My first task was to map out the different target groups within Brussels, such as the media (especially European media), the European Institutions (European Commission, European Parliament, Committee of the Regions, Permanent representations) and the NGOs (ESIB, ESN, European Youth Forum). I started with updating the current contact, such as with DGXXII, with whom a very good connection already existed. From this I created a new database, which was kept up-to-date on a daily basis.

Further more, I needed to know how the Network wanted to be represented. In order to “brand” AEGEE, I needed to know exactly what I was trying to “brand” and for this I needed the feedback from the Network. The result was a questionnaire, to which many locals responded. The main conclusion was rather surprising to me: most locals had problems with presenting their results externally, mainly because they did not feel that they were a part of a big association.

The next step was sending out press releases to journalists about the activities of AEGEE. I also arranged press conferences in the office of AEGEE-Europe to get media attention. A very important point in this was the permanent contact I had with the “Anciens of AEGEE” in Brussels. Most of them were working in European Affairs and were able to help AEGEE in developing its contacts. Lobbying with journalists for European media, such as the European Voice, Agence Europe, Uniting Europe, Europolitique, BBC and La Libre Belgique, was crucial for the media coverage of AEGEE’s activities. We presented the results of projects such as Europe and Euro and set up new projects, such as Socrates Action Day, and the first conference in the European Parliament (March ’99).

The feedback of the Network to these projects was very important in order to create the correct angle for communication. The new projects were based on the “voices from the Network” and the conference in the European Parliament was set up especially to give the locals who participated the feeling that they were part of a big network. However, more internal communication on the history of AEGEE was equally important.
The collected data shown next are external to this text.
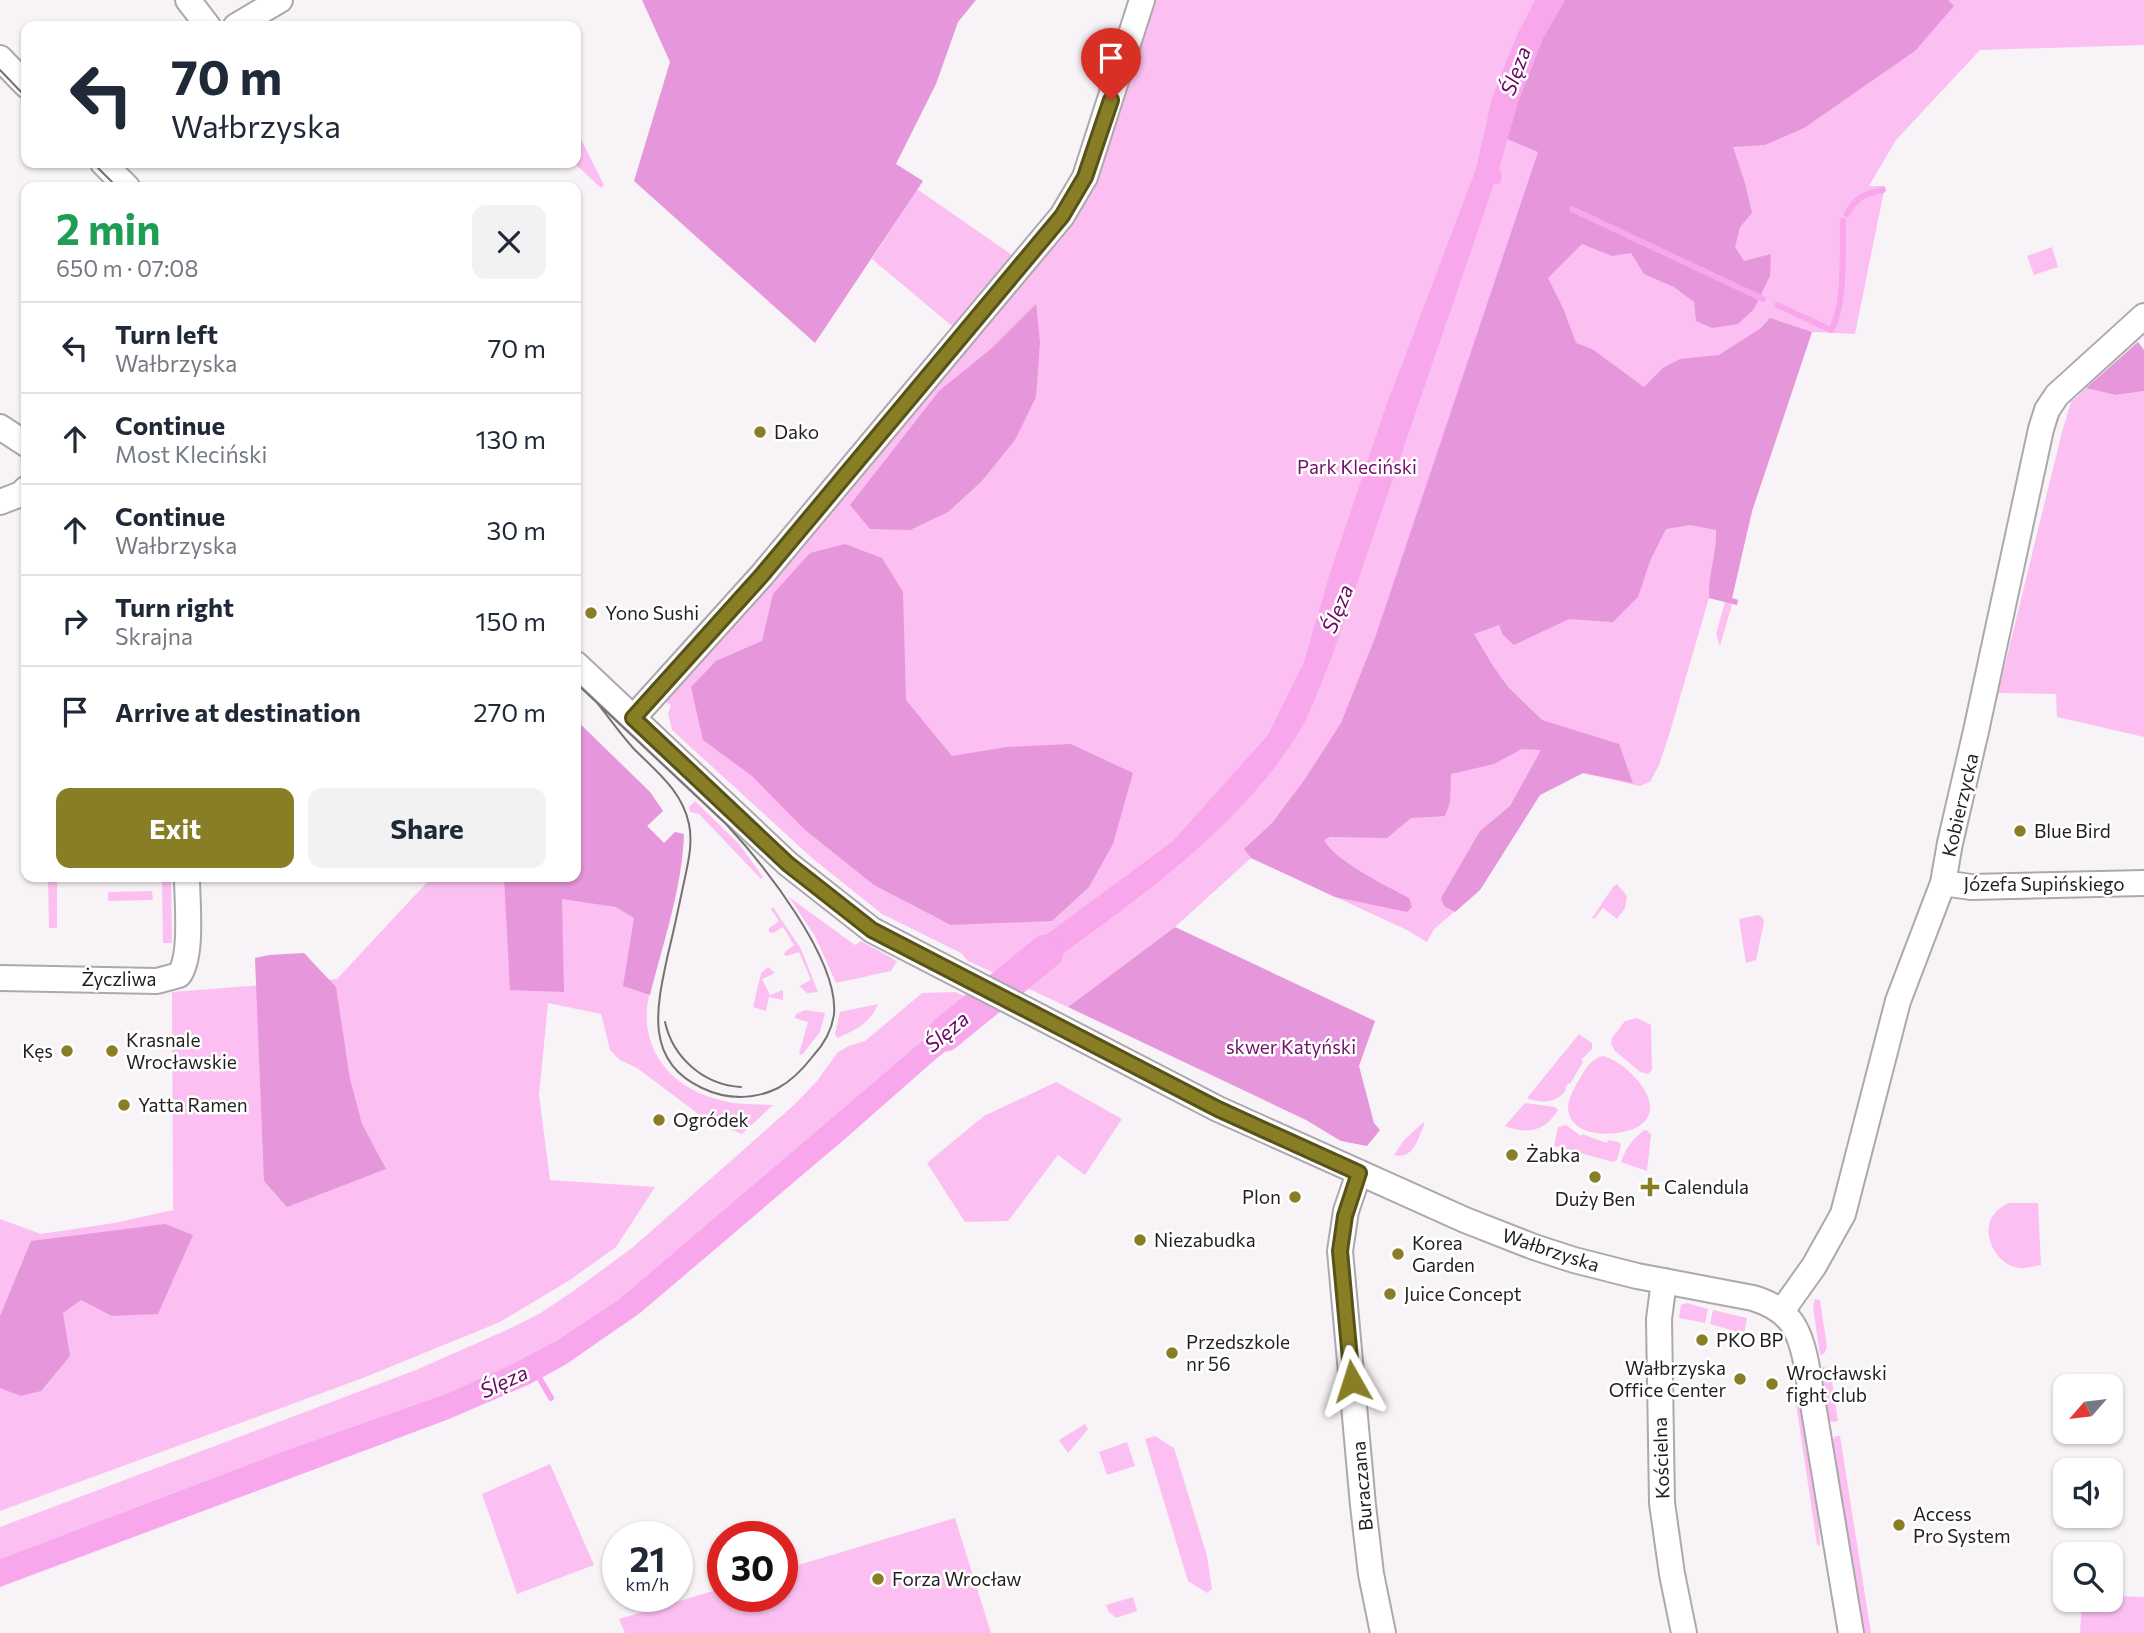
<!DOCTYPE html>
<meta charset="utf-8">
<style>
body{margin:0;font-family:Commissioner,sans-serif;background:#f2f2f3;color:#1f2937;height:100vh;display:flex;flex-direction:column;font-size:26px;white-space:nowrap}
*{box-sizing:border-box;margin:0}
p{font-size:23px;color:#747a83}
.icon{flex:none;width:38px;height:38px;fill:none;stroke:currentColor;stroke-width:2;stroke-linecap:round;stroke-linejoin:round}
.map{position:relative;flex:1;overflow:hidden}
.drawer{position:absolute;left:21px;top:182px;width:560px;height:700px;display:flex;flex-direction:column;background:#fff;border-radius:14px;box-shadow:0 2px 5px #0004}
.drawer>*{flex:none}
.guide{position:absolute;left:21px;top:21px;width:560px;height:147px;border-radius:14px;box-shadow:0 2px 5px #0004;background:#fff;color:#1f2937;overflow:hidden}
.needle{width:46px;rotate:242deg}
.tools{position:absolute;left:2053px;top:1374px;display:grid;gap:14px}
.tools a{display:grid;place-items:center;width:70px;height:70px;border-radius:14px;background:#fff;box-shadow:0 2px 5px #0004;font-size:35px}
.speed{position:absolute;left:602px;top:1521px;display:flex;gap:14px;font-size:35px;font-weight:700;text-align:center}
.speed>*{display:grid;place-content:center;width:91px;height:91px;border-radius:50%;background:#fff;box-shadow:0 2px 5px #0004;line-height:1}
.speed small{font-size:18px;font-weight:400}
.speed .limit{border:10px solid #d22;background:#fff;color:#111}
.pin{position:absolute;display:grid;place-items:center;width:60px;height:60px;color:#fff;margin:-72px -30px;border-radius:50% 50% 50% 0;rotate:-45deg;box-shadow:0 0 7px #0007}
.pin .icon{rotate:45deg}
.me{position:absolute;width:77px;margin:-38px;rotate:354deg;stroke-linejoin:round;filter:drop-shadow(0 0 5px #0008)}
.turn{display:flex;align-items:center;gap:24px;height:147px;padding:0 35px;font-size:32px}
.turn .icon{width:91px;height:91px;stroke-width:2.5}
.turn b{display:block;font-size:49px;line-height:60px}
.round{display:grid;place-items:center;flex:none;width:74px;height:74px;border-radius:14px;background:#f2f2f3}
.summary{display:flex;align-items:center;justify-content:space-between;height:119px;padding:0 35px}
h1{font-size:42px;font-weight:700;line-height:52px;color:#1e9e55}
.action{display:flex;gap:14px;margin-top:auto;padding:14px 35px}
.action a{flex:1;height:80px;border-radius:14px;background:#887e25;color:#fff;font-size:28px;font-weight:700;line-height:80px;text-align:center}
.action a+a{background:#f2f2f3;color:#1f2937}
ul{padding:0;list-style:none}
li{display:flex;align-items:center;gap:21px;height:91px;padding:0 35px;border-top:2px solid #e0e1e3}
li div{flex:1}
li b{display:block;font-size:26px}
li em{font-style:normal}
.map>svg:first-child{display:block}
.green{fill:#fbc0f1}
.forest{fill:#e696da}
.water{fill:#f8a7ec}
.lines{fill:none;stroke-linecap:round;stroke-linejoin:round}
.stream{stroke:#f8a7ec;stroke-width:6}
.river{stroke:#f8a7ec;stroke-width:35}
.minor-casing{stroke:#aca8ac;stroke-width:28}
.minor{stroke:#fff;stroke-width:24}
.tram{stroke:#757274;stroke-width:2}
.route-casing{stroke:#585218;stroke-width:18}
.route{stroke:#887e25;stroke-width:12}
.poi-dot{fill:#887e25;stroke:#fff;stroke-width:2.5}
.labels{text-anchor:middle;stroke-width:5;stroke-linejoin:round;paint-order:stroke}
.poi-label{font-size:19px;fill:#211f20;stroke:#fff;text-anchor:start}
.park-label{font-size:19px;fill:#701068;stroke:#fff}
.street-label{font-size:19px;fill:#211f20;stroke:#fff}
.water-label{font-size:21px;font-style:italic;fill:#6c0864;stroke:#fff}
</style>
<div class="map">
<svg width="2144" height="1633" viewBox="0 0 2144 1633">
<rect width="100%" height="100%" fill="#f8f3f7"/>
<path class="green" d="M1152 0H2144V45L1980 50 1896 140 1869 186H1885L1855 334 1812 332 1752 511 1732 598 1738 600 1737 605 1732 604 1720 646 1716 634 1725 602 1709 598 1669 735 1659 765 1650 782 1640 786 1583 773 1540 795 1480 890 1434 929 1427 942 1407 930 1251 858 1175 927 1068 1007 968 961 961 953 882 914 812 858 672 730 668 714 671 705 663 701 1049 250Z
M577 131 604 185 601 188 574 163H576V132Z
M917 189 1012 255 952 326 872 259Z
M2052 247 2058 267 2034 275 2027 256Z
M2086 388 2116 395 2144 391V737L2057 717 2056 694 1998 693 2062 432 2071 402Z
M577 721 650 792 663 811 647 826 664 843 675 832 684 834C682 877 669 919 658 961 653 981 645 1002 647 1024 651 1064 682 1091 720 1100 736 1105 756 1104 773 1105L742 1134 705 1119 637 1068 620 1060 610 1050 601 1014 548 1003 539 1095 550 1180 655 1187 616 1247 570 1280 500 1322 363 1378 0 1511V1219L41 1234 114 1223 173 1210 172 992 337 979 432 877H576Z
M695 801 739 844 763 877 761 879 699 814 690 812 689 807Z
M48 877H57V928H49Z
M153 877H171L172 943H163L162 882H153Z
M1617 884 1627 896 1625 908 1617 919 1603 908 1594 919 1592 918 1613 887Z
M152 891 153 900 108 901V892Z
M789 897 855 945 861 941 897 961 891 971 836 983 815 936Z
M773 907 801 949 818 992 807 993 799 986 811 980 799 952 787 956 784 955 785 952 794 945 783 927 773 933 769 932V928L779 921 771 909Z
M1758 915 1762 917 1764 922 1756 960 1746 963 1739 919Z
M768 967 775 973 762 979 770 995 783 990V1000L769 997 766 1011 753 1007 761 973Z
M955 992 971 999 618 1300 554 1342 510 1365 448 1393 287 1450 0 1559V1527L416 1370 511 1328 539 1314 572 1292 632 1248 749 1145 796 1103 817 1081 838 1052 849 1046 865 1041 922 993Z
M878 1004C870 1023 856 1030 837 1038L835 1034 840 1012Z
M805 1010 825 1013 820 1032 802 1055 799 1054 808 1022 795 1018 796 1014Z
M1637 1018 1651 1025 1652 1070 1648 1074 1640 1072 1615 1051 1611 1044 1612 1038 1625 1021Z
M1579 1034 1592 1043V1049L1581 1060 1583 1062 1570 1084 1568 1083 1565 1088 1566 1090C1557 1103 1542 1104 1527 1098Z
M1603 1056C1626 1061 1671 1106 1639 1126 1620 1138 1568 1139 1568 1107 1569 1096 1575 1087 1580 1078 1587 1067 1591 1059 1603 1056Z
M1056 1082 1122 1119 1085 1175 1058 1155 1008 1221 965 1222 927 1163 984 1116Z
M1525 1103 1555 1107 1558 1110C1545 1131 1528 1135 1505 1126Z
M1424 1122V1125C1418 1139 1413 1160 1394 1155L1404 1140Z
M1566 1125 1581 1136 1582 1134 1607 1143 1608 1140 1619 1142 1621 1145 1617 1160 1613 1162 1554 1146 1558 1127Z
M1644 1130 1648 1131 1651 1135 1647 1171 1621 1162C1626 1148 1632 1140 1644 1130Z
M2008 1203H2038L2041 1265C2034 1266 2025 1269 2019 1268 1995 1265 1979 1231 1995 1213 1998 1209 2004 1206 2008 1203Z
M1815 1299 1820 1300 1827 1347 1824 1354 1820 1355 1813 1307Z
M1687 1303 1708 1309 1705 1323 1679 1318 1681 1305Z
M1713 1310 1747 1318 1744 1334 1710 1324Z
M1822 1367 1830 1368 1838 1421 1832 1422 1828 1419Z
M1794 1390 1798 1391C1809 1443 1818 1494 1820 1546L1817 1544Z
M1085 1424 1088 1429 1068 1453 1059 1440Z
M1155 1436 1174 1448 1207 1556 1212 1589 1207 1593 1188 1581 1145 1439Z
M1836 1436H1840L1871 1633H1863L1831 1441Z
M1127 1442 1135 1466 1107 1475 1099 1452Z
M550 1464 594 1565 517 1594 482 1494Z
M955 1518 991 1633H625L619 1619 723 1588V1596H782V1570Z
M2111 1596 2144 1597V1633H2080L2082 1600H2110Z
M1133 1597 1137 1611 1116 1618 1109 1612 1106 1605Z"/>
<path class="forest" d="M642 0H976L958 22 936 84 896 164 923 181 815 343 634 181 670 62Z
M1565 0H1948L1954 6 1915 51 1804 128 1765 145 1733 147 1745 183 1752 213 1740 227 1735 247 1744 261 1771 254 1770 276 1754 309 1738 324 1712 328 1696 321 1694 302 1674 287 1644 274 1631 253 1612 256 1582 244 1548 278 1563 308 1576 343 1592 349 1644 387 1663 368 1680 359 1719 355 1761 328 1770 318 1812 332 1752 511 1732 598 1738 600 1737 605 1709 598C1708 575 1717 553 1716 530L1690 525 1666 529 1650 561 1638 597 1613 622 1569 619 1514 645 1503 635 1499 625 1474 634 1493 666 1508 687 1542 720 1619 744 1633 783 1583 773 1540 795 1480 890 1455 912 1444 906 1441 898 1480 831 1510 806 1541 750 1522 749 1494 764 1451 774 1450 802 1445 816 1411 818 1387 838 1330 837 1324 840C1336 862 1387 886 1409 898L1412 907 1407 912 1335 897 1251 858 1244 849 1272 823 1305 779 1341 723 1375 638 1538 152 1507 139 1519 99 1543 38Z
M1036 304 1040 342 1036 397 1015 440 981 482 948 512 910 530 870 529 850 505 939 391 992 348Z
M2138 342 2144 350V391L2116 395 2086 388Z
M845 544 882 558 903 592 906 700 952 756 1007 747 1071 744 1133 773 1113 844 1089 887 1052 921 951 925 874 885 804 829 752 776 703 740 691 687 716 661 762 641 773 594 810 553Z
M577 721 650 792 663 811 647 826 664 843 675 832 684 834C682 889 663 943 650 995L623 986 634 918 616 907 562 899 564 992 510 990 504 877H576Z
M1175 927 1375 1021 1359 1066 1374 1123 1380 1130 1367 1146 1341 1141 1306 1120 1068 1007Z
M304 953 336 987 350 1079 362 1124 386 1169 287 1207 264 1181 255 958 269 955Z
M165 1224 193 1235 158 1314 112 1316 81 1300 63 1313 70 1356 41 1391 21 1396 0 1388V1316L31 1241Z"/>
<path class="water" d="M1535 0H1565L1543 38 1519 99 1499 169 1502 175 1500 184H1494L1330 662C1319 687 1310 717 1294 740 1228 841 1122 909 1026 981L1022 987 996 974 1050 932 1173 841 1268 735 1304 662 1330 573 1385 409 1476 169 1492 98 1516 37Z
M971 999 998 1012 982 1020 929 1065 846 1138 640 1313 565 1365 530 1384 449 1419 0 1587V1559L287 1450 448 1393 510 1365 554 1342 618 1300Z"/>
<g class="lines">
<path class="stream" d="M1572 209 1763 299
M1847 214C1856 197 1864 194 1883 190
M1777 305 1831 330C1846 304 1842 251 1843 221
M540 1379 551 1398"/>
<path class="river" d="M945 1034 1046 952"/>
<defs>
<path id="minor" d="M188 0 208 26
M236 26 280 0
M0 58 26 85
M103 163 127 187
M0 427 26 444
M0 502 21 494 26 489
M576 664 788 864 872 930 1218 1109 1465 1220 1534 1247 1574 1260 1637 1276 1753 1298C1789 1309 1799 1327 1806 1362L1851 1633
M633 718 762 575 1062 216 1085 177 1142 0
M1943 883 1971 887 2144 883
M0 978 157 981 179 975C193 956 187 902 187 877
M1359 1173 1346 1211 1340 1251 1363 1505 1371 1574 1383 1633
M1664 1281 1659 1319 1662 1503 1672 1574 1684 1633
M1782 1311 1814 1266 1843 1214 1898 1001 1943 883 1950 843 1976 731 2041 429 2047 410 2057 395 2144 316"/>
</defs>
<use href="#minor" class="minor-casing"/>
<use href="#minor" class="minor"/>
<path class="tram" d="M0 70 26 97
M93 163 117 187
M576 683 727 825C763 864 839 959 834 1014 832 1031 824 1044 813 1056 803 1069 793 1080 778 1088 754 1100 727 1100 702 1088 643 1061 657 1005 668 954 674 930 679 906 684 882 688 863 693 844 689 824 682 791 657 772 634 749 621 735 610 719 598 704
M665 1022C673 1058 704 1085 741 1087"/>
</g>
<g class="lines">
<defs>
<path id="route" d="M1111 100 1085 177 1062 216 762 575 633 718 788 864 872 930 1218 1109 1359 1173 1345 1216 1340 1251 1352 1381"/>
</defs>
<use href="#route" class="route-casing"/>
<use href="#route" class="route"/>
</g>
<g class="poi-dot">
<circle cx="760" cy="432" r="7"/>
<circle cx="591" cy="613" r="7"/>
<circle cx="2020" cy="831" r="7"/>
<circle cx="67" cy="1051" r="7"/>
<circle cx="112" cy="1051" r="7"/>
<circle cx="124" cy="1105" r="7"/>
<circle cx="659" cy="1120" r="7"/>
<circle cx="1512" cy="1155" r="7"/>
<circle cx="1595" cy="1177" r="7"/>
<path d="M1646.5 1176.5h7v7h7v7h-7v7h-7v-7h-7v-7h7z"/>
<circle cx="1295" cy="1197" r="7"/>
<circle cx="1140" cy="1240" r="7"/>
<circle cx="1398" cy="1254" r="7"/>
<circle cx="1390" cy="1294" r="7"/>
<circle cx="1702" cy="1340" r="7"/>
<circle cx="1172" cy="1353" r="7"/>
<circle cx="1740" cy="1379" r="7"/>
<circle cx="1772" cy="1384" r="7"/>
<circle cx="1899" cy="1525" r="7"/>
<circle cx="878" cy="1579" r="7"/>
</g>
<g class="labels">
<g class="poi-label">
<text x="774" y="439">Dako</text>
<text x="605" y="620">Yono Sushi</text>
<text x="2034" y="838">Blue Bird</text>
<text x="126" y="1047">Krasnale<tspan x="126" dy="22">Wrocławskie</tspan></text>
<text x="53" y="1058" text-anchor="end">Kęs</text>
<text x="138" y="1112">Yatta Ramen</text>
<text x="673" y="1127">Ogródek</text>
<text x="1526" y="1162">Żabka</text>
<text x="1664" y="1194">Calendula</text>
<text x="1281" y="1204" text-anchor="end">Plon</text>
<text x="1595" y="1206" text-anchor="middle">Duży Ben</text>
<text x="1154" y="1247">Niezabudka</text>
<text x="1412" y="1250">Korea<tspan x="1412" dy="22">Garden</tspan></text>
<text x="1404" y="1301">Juice Concept</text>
<text x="1716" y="1347">PKO BP</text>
<text x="1186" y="1349">Przedszkole<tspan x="1186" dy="22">nr 56</tspan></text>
<text x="1726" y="1375" text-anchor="end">Wałbrzyska<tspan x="1726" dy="22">Office Center</tspan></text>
<text x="1786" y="1380">Wrocławski<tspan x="1786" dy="22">fight club</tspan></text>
<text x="1913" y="1521">Access<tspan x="1913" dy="22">Pro System</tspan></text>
<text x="892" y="1586">Forza Wrocław</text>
</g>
<g class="park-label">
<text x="1357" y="474">Park Kleciński</text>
<text x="1291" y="1054">skwer Katyński</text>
</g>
<g class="street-label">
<text transform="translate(1960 805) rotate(-77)" y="7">Kobierzycka</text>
<text x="2044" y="891">Józefa Supińskiego</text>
<text x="119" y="986">Życzliwa</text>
<text transform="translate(1551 1250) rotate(18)" y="7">Wałbrzyska</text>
<text transform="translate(1661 1458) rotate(-92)" y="7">Kościelna</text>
<text transform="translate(1362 1486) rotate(-95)" y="7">Buraczana</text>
</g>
<g class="water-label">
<text transform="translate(1516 71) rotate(-70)" y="7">Ślęza</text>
<text transform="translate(1338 609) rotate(-68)" y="7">Ślęza</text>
<text transform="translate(947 1032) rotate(-40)" y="7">Ślęza</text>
<text transform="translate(504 1382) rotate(-25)" y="7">Ślęza</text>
</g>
</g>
</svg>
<div class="tools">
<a><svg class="needle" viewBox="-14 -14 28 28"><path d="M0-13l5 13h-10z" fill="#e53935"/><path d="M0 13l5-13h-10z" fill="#747a83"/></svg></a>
<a><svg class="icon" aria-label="sound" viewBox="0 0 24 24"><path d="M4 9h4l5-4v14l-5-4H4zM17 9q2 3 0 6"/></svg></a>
<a><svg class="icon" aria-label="search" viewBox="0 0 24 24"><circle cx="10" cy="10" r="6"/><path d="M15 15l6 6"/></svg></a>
</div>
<div class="speed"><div>21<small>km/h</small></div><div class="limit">30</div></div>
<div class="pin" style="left:1111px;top:100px;background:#d93025"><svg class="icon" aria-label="arrive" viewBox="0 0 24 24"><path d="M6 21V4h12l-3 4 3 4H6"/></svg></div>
<svg class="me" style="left:1352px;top:1381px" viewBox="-20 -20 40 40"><path d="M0-17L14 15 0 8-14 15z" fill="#887e25" stroke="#fff" stroke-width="4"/></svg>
<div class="guide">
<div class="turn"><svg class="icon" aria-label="left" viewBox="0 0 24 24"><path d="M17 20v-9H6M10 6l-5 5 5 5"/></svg><div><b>70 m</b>Wałbrzyska</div></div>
</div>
<section class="drawer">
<div class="summary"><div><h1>2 min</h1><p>650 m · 07:08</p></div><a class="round"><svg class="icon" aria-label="close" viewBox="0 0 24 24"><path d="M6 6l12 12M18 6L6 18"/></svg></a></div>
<ul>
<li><svg class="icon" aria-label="left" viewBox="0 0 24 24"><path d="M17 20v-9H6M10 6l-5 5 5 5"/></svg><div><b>Turn left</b><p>Wałbrzyska</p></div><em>70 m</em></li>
<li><svg class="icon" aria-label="ahead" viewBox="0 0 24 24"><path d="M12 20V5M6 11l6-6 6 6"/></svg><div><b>Continue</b><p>Most Kleciński</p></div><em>130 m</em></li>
<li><svg class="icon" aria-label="ahead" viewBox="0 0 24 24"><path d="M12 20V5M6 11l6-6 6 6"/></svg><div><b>Continue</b><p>Wałbrzyska</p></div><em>30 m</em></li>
<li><svg class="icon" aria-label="right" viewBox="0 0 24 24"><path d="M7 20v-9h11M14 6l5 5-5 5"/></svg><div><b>Turn right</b><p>Skrajna</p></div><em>150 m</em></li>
<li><svg class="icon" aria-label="arrive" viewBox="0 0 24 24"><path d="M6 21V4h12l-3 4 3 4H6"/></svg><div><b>Arrive at destination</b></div><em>270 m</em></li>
</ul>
<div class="action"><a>Exit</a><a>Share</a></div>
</section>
</div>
In those two years I developed “the brand of AEGEE” in the European market of Brussels. And it paid off. The visibility of AEGEE in the European media increased enormously. In 1998 for example there was an article almost every week on AEGEE and its activities. Secondly, a large respect for AEGEE and its activities exists in the European Institutions and the NGOs. This was felt especially when a speaker was invited for a conference and many important figures were happy to come. But the financial support for AEGEE increased as well. The public institutions (European Commission) were open to give support to the activities of AEGEE. But for me the most important result was the change of mentality inside the Network of AEGEE. Member felt again that they were part of a big network; they were proud of the activities of AEGEE and felt appreciated in what they did.